Riveting. Arresting. Barry Shabaka Henley's performance as Louis Armstrong in Court Theatre's one-man-show Satchmo at the Waldorf is surely one of the great stage performances delivered in Chicago - or anywhere, for that matter.
Lone actors on stage can be dry - and we were only mildly curious about the real-life Louis Armstrong, among a handful of jazz performers who grew rich with his music. Born in 1901 in New Orleans, the son of a prostitute, Armstrong was the most important jazz improviser - the free-form restyling of a song's melodic line that is the essence of the form.
But it is not Armstrong's music (there is really very little of it here) that makes this such enthralling theater. It's Henley, a popular television and movie actor who has starred against Colin Farrell and Jamie Foxx, played the manager in the biopic Ali (with Will Smith) and as a U.S. customs agent (with Tom Hanks) in Spielberg's Terminal.
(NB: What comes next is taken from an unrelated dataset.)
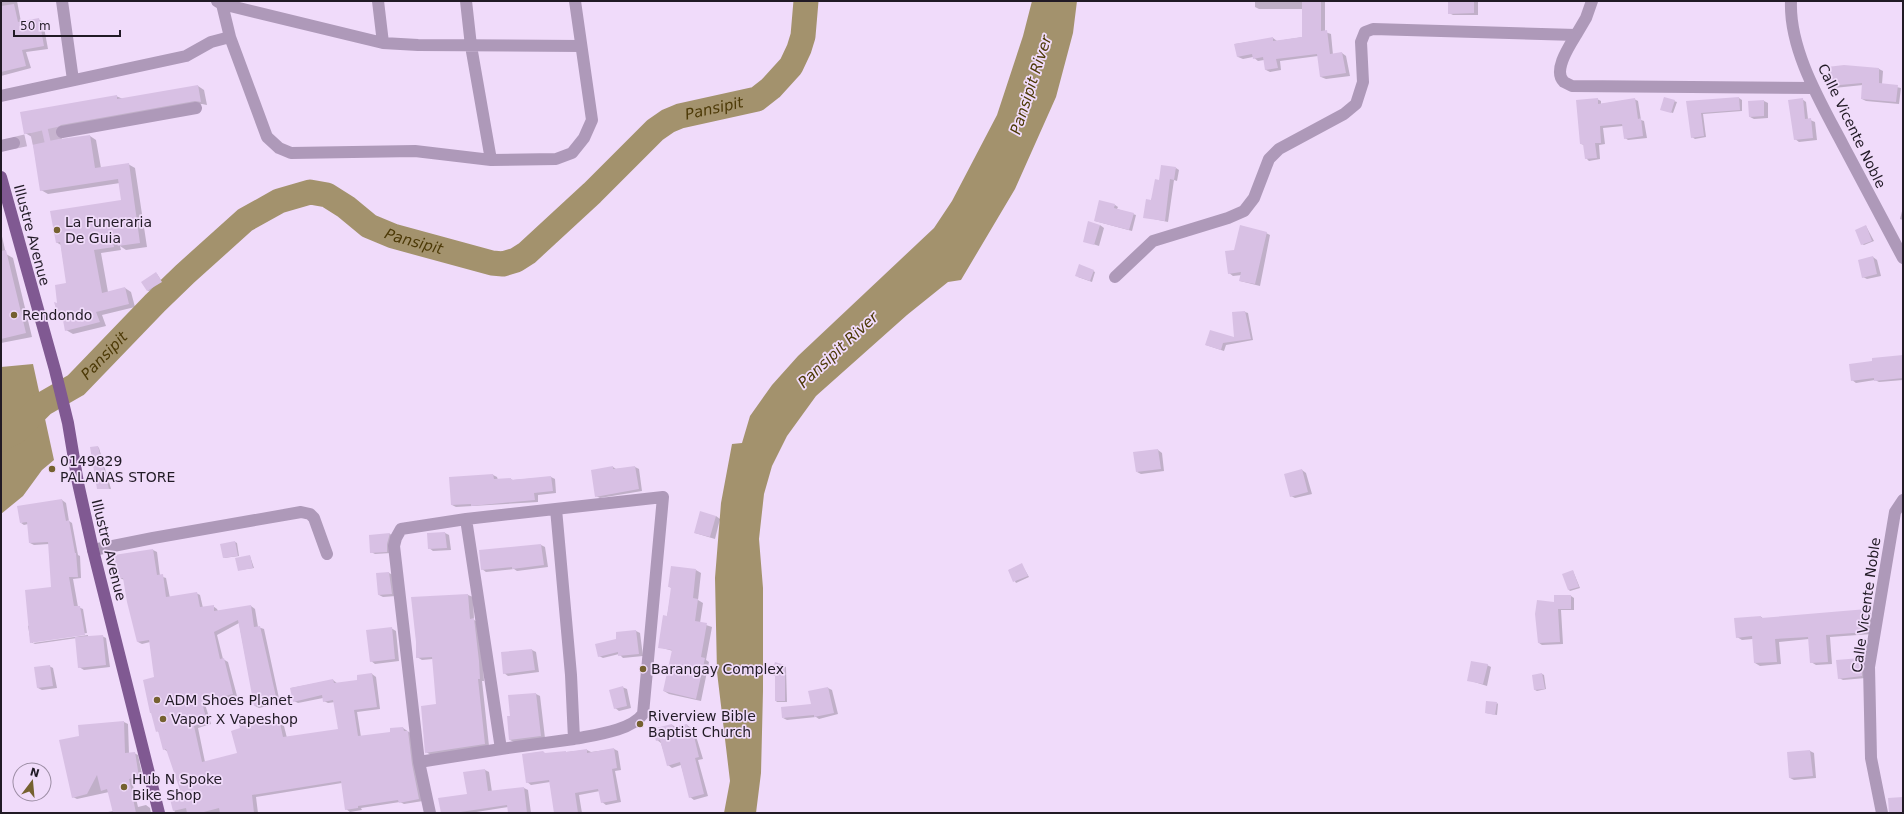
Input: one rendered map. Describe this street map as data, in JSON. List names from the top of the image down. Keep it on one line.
{"streets":{"main road":["Illustre Avenue"],"street":["Calle Vicente Noble"]},"water":["Pansipit River","Pansipit"],"places":["La Funeraria De Guia","Rendondo","0149829 PALANAS STORE","Barangay Complex","ADM Shoes Planet","Vapor X Vapeshop","Riverview Bible Baptist Church","Hub N Spoke Bike Shop"],"scale_bar":"50 m","north":"top"}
Henley would make a convincing Armstrong just sitting in a chair under a spotlight. His exacting impersonation of the trumpeter's low growl nails it. But as he spins the yarn that traces Armstrong's rags to riches life, Henley's skill as a story-teller (and credit here to Terry Teachout's script) draws in the listener.
The one-man-act is also leavened (again thanks to Teachout) by the appearance of two other characters: Armstrong's Jewish manager Joe Glaser, who led him to fame and fortune. And Miles Davis, the more cerebral and far less kindly jazz trumpeter. Both are also played by Henley, who changes characters by a power of voice as dramatically as if he had changed costume.
Henley's performance as the conniving Glaser who outfoxed the mob, is really off the charts. Under contract to Glaser, Armstrong performed for Al Capone in his Chicago speakeasies.
Miles Davis felt Armstrong was a sellout, too cordial with the white establishment. But he did give him his due as a jazz innovator.
These two characters provide relief, and a useful counterpoint, to Armstrong's view of the world. Big credit is also due to Charles Newell's refined direction.
The one-man show wows regardless of whether you liked the music of Louis Armstrong, or even knew that this jazz player was a rock star celebrity before rock appeared.
His long career which blossomed in the post World War II era, and really took off, especially among white Southerners, during the Jim Crow period, as Teachout's book tells it. Louis Armstrong is known these days by students and followers of jazz, or from his standard, "What a Wonderful World."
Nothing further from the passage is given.